Miss Marple lo miró, a su vez.
—¿A Jason Rudd? —aventuró la anciana.
—¡Ajajá! —afirmó Craddock—. Advierto que nuestras mentes trabajan al unísono. No creo que fuese Arthur Badcock, porque no creo que Heather Badcock fuese la presunta víctima. Opino que ésta era Marina Gregg.
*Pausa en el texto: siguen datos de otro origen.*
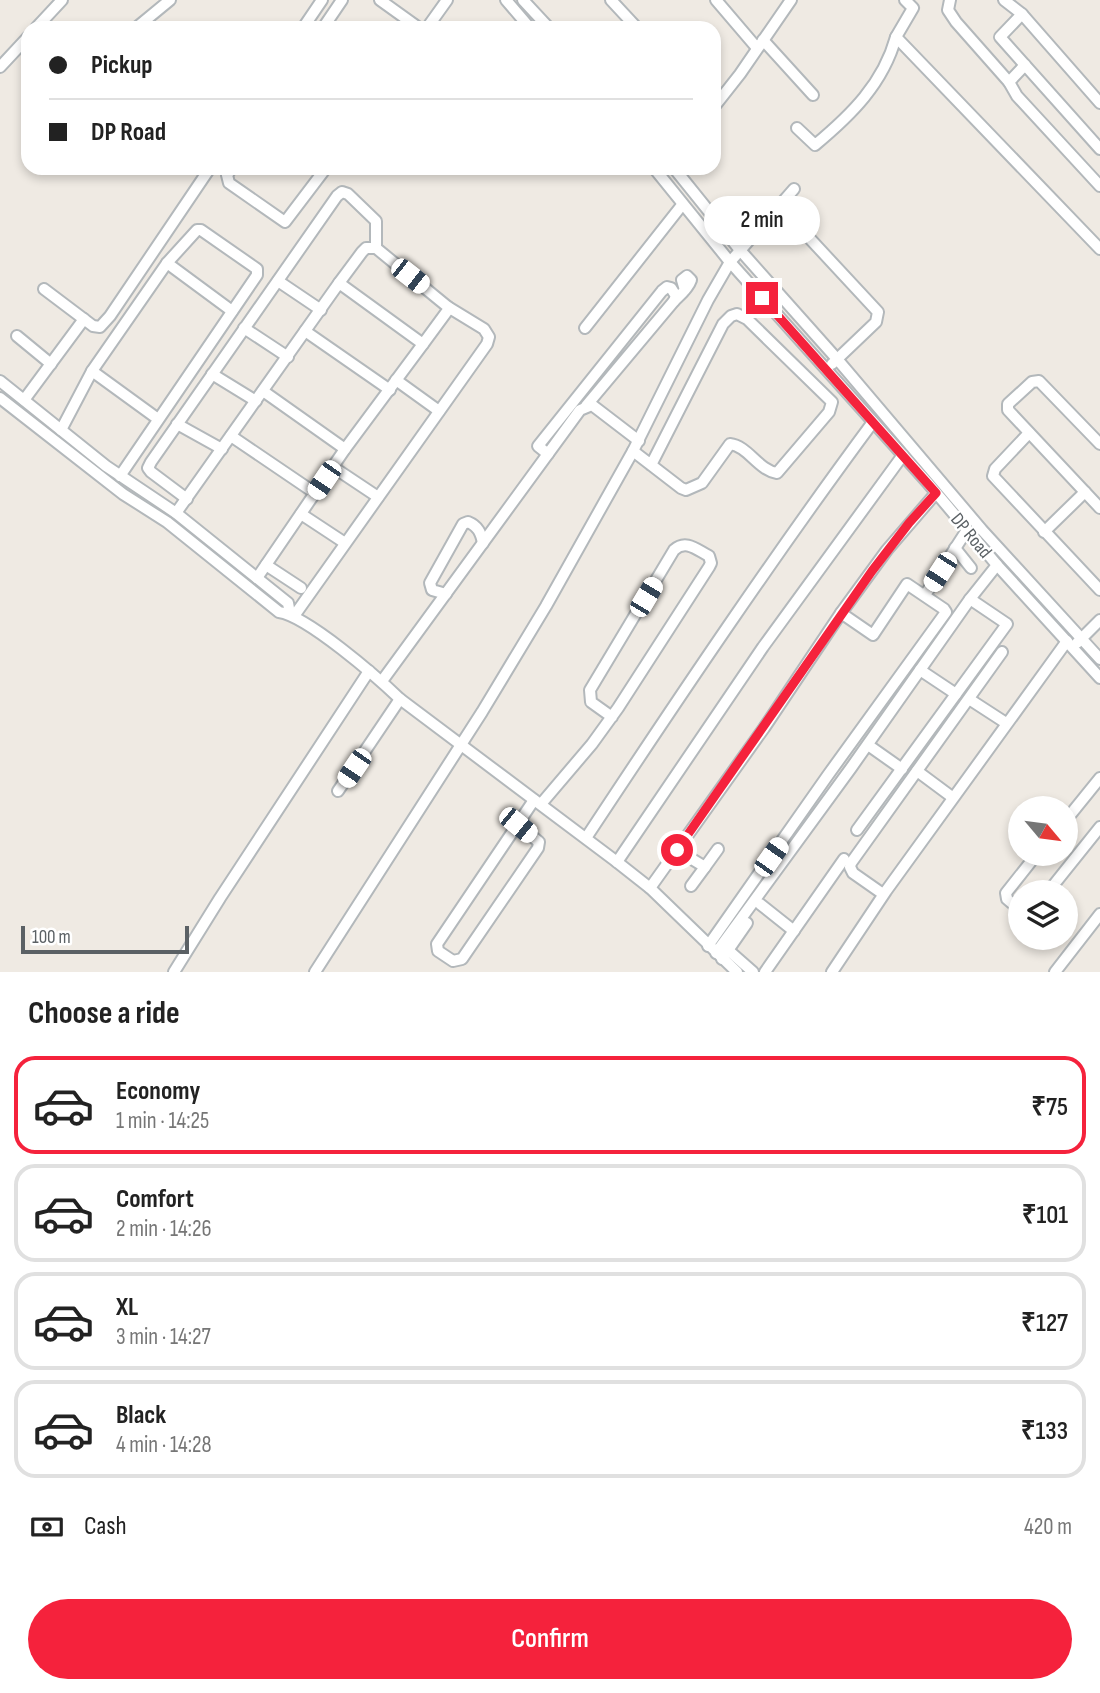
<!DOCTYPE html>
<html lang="en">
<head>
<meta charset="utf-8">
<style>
  :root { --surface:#fff; --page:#f6f6f6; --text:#222; --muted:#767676; --line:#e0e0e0; --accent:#f5223c }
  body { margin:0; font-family:"Sofia Sans Condensed",sans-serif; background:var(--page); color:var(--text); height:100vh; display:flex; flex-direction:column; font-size:26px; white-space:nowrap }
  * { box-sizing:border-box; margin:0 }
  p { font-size:23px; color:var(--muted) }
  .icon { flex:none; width:38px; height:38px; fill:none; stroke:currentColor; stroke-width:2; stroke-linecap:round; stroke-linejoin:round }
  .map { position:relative; height:972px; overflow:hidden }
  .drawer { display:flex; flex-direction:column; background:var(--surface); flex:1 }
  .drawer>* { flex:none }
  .top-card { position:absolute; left:21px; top:21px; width:700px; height:154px; border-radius:21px; box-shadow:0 4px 10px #0003; display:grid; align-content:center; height:154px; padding:0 28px; background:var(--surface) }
  .needle { width:46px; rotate:119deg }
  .tools { position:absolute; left:1008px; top:796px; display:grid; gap:14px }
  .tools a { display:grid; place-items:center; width:70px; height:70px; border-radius:50%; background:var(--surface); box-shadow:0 4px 10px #0003; font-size:35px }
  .scale { position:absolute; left:21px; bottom:18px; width:168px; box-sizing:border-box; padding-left:7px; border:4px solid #5b6165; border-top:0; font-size:19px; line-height:24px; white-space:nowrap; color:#5b6165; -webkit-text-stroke:5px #fff; paint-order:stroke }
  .end { position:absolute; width:32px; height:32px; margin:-16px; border:9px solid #f5223c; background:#fff; box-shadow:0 0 0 4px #fff }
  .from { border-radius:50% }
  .bubble { position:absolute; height:49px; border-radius:24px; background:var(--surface); box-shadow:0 4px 10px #0003; font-size:23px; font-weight:600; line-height:49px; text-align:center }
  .car { position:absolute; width:21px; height:42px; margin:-21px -10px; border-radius:9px; box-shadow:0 0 5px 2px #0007; background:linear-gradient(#fff 24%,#345 0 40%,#fff 0 76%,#345 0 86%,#fff 0) }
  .top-card b { display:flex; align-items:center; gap:24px; height:66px; font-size:26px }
  .top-card b+b { border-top:2px solid var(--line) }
  .top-card i { width:18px; height:18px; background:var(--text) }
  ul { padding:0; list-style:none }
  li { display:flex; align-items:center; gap:21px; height:98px; margin:0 14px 10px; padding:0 14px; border:4px solid var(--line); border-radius:21px }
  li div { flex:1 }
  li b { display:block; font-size:26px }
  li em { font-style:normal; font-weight:600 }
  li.active { border-color:var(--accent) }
  li>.icon { width:63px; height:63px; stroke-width:1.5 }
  h2 { padding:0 28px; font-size:32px; line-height:84px }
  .pay { display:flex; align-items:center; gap:18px; height:77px; padding:0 28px; font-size:26px }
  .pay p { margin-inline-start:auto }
  .button { display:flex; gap:14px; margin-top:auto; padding:14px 28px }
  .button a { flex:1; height:80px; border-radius:42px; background:var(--accent); color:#fff; font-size:28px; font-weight:600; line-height:80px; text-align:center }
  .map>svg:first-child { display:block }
</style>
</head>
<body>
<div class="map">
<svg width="1100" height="972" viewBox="0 0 1100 972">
  <rect width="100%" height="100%" fill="#efeae3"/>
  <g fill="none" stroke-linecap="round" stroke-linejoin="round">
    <defs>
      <g id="minor">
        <path d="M 380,0 L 419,28"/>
        <path d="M 506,0 L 530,28"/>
        <path d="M 523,0 L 549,28"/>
        <path d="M 611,0 L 637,28"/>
        <path d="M 716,0 L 757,48"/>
        <path d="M 905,0 L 913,8 L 896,37 L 1100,249"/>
        <path d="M 950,0 L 948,10 L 956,22 L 1009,82"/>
        <path d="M 1004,0 L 1022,14"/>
        <path d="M 36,28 L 62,0"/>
        <path d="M 136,28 L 170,0"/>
        <path d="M 303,28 L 322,0"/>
        <path d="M 323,28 L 342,0"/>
        <path d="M 427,28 L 447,0"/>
        <path d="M 763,40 L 813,95"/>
        <path d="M 1025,65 L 1009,82 L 1017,96 L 1100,186"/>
        <path d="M 0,67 L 28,37"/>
        <path d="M 1100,103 L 1022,14 L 1000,37 L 1100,149"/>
        <path d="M 714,107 L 740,74 L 791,0"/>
        <path d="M 797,128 L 815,145 C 851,115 883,84 896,37"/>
        <path d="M 232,168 L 227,175 L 229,183 L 285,222 L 326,168"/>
        <path d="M 654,168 L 730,262 L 927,482 L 997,565 L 1100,678"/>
        <path d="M 674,168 L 740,250 L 837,359 L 982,530 L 1100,659"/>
        <path d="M 800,228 L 878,312 L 876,322 L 832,364"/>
        <path d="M 167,263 L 232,311"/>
        <path d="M 278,281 L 321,310"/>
        <path d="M 339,283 L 362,252 L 366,248 L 376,248 L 448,307 L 448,310 L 423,344"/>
        <path d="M 44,289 L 93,326 L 100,327 L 110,316 L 210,168"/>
        <path d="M 674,301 C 680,295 688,289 691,280 L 687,276 L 682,280 L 685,290"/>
        <path d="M 244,328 L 288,357"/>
        <path d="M 585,328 L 682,205"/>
        <path d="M 305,331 L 390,390"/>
        <path d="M 17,336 L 51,364"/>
        <path d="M 92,371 L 158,419"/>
        <path d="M 212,374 L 256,401"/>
        <path d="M 396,380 L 439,411"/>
        <path d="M 0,381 L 106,466 L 176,513 L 288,603 L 290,614"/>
        <path d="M 263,391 L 345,449"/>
        <path d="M 0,398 L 123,494 L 167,522 L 279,612 C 307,616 377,677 400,699 L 617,862 L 650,888 L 737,972"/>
        <path d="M 24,400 L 84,319"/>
        <path d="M 177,424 L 222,449"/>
        <path d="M 61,430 L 92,371 L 167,263 L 197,230 L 201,230 L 257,269 L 257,275 L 120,476"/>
        <path d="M 1029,433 L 995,469 L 993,476 L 1100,590"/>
        <path d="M 231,436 L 315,493"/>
        <path d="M 1100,444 L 1039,381 L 1032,382 L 1008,404 L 1008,410 L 1100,508"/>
        <path d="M 633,451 L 681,488 L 686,490 L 702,483 L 730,444 C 748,446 758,470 777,473 L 829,412 L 832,402 L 747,319 L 737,314 L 731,316 L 723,324 L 651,465"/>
        <path d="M 548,454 L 538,446 L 662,291 L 667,287 L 671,288 L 676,296 L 674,301 L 586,406"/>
        <path d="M 333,467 L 378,497"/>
        <path d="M 187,499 L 151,472 L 148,468 L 151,462 L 337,196 L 342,192 L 348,194 L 376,221 L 376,248"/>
        <path d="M 176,513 L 339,283 L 423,344 L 345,449 L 257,578"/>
        <path d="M 301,514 L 345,543"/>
        <path d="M 1044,532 L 1085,492"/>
        <path d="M 955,548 L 971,568"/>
        <path d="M 266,565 L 301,588"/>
        <path d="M 446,594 L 432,590 L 430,583 L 463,524 L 468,522 C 478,526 481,533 483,543"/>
        <path d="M 925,595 L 967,530"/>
        <path d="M 841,613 L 887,550 L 936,493"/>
        <path d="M 294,616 L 487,344 L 489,337 L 484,329 L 448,307"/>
        <path d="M 1077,643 L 1100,620"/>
        <path d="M 920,670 L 956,694"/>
        <path d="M 382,681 L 580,410 L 592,405 L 639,441"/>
        <path d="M 969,699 L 1006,723"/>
        <path d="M 868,745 L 902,769"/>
        <path d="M 917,771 L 952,797"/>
        <path d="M 338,791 L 400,699"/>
        <path d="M 541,804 L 592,744 L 618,708 L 709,567 L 711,563 L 709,556 C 697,550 686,539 674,550 L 590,690 L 591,702 L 612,717"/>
        <path d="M 1066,820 L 1100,778"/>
        <path d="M 518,825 L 539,842 L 538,848 L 462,959 L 453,961 L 438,951 L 437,944 L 534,800"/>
        <path d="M 857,830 L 1007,624 L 970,599"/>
        <path d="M 586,838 C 679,697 773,557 873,422"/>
        <path d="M 677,850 L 705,867 L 718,849"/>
        <path d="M 617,862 L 763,647 L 903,455"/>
        <path d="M 691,886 L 705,867"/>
        <path d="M 650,888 L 764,728 L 841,613 L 873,635 L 907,584 L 944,609 L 946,612 L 828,775 L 708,946"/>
        <path d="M 1048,892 L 1100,827"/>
        <path d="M 883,894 L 853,873 L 850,867 L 851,863 L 1002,652"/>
        <path d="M 760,904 L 794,931"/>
        <path d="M 1020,910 L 1007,899 L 1006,893 L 1037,854"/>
        <path d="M 728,950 L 753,972"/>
        <path d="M 716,953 L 851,768 L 970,599 L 997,565"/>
        <path d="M 722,959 L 747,923"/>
        <path d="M 174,972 L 220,898 L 369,671"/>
        <path d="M 315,972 L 482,712 L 546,606 L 633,451 L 708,300 L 730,262 L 794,189"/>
        <path d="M 765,972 L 844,859"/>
        <path d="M 832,972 L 886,891 L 1067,641"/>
        <path d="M 1055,972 L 1100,914"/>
      </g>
    </defs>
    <use href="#minor" stroke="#b3b8bb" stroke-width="14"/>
    <use href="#minor" stroke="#fff" stroke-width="10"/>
  </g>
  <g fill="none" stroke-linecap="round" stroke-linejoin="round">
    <path stroke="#f5223c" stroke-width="9" d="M 677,850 L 872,571 L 909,523 L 936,493 L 762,298"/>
  </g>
  <g text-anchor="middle" stroke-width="5" stroke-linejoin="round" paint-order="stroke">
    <g font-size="19" fill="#5b6165" stroke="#fff">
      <text transform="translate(972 535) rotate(50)" y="7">DP Road</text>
    </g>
  </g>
</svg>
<div class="tools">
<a><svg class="needle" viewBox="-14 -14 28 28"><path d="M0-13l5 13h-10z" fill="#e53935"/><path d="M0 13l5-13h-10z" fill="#767676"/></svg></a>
<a><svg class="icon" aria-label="layers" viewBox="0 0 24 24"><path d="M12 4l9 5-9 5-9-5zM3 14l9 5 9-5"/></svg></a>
</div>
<div class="scale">100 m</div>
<i class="end from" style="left:677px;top:850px"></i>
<i class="end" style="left:762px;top:298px"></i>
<div class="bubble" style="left:704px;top:196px;width:116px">2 min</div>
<i class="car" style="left:410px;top:276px;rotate:128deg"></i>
<i class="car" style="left:324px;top:480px;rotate:214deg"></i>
<i class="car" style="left:940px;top:572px;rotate:213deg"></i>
<i class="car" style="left:646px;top:597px;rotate:31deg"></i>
<i class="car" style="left:354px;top:768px;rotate:214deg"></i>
<i class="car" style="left:518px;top:825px;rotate:129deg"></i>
<i class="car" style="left:771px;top:857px;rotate:35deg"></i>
<div class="top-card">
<b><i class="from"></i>Pickup</b>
<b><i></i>DP Road</b>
</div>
</div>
<section class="drawer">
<h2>Choose a ride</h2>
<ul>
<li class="active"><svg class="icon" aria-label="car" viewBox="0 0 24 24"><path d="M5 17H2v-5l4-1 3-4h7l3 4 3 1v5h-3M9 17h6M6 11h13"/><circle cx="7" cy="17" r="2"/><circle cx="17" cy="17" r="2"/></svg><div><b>Economy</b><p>1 min · 14:25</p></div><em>₹75</em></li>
<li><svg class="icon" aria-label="car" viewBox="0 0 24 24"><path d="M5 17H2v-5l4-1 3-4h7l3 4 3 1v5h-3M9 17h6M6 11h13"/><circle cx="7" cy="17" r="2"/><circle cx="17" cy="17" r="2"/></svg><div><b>Comfort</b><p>2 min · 14:26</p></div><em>₹101</em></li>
<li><svg class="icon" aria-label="car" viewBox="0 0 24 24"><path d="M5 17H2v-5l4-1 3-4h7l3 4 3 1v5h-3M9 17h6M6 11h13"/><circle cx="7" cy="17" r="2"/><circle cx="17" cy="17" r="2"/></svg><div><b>XL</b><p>3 min · 14:27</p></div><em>₹127</em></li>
<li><svg class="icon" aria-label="car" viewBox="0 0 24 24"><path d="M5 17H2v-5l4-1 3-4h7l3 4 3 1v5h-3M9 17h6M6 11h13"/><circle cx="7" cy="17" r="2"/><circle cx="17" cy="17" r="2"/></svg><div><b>Black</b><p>4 min · 14:28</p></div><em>₹133</em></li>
</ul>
<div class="pay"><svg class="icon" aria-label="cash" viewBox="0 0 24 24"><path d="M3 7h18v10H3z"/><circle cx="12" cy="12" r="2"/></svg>Cash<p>420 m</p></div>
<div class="button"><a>Confirm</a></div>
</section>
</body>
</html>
—Es muy posible —asintió miss Marple.
—Por consiguiente —prosiguió Craddock—, como ambos estamos de acuerdo sobre este punto, resulta que el campo de la investigación se expande considerablemente. Decirle a usted quiénes estaban allí aquel día, lo que vieron, o dicen haber visto, y dónde se hallaban, o dicen haberse hallado, es algo que podría haber observado usted personalmente si hubiese asistido a la recepción. En consecuencia, mis superiores, como usted los llama, no podrían oponerse a que discutiera este asunto con usted. ¿Está usted de acuerdo?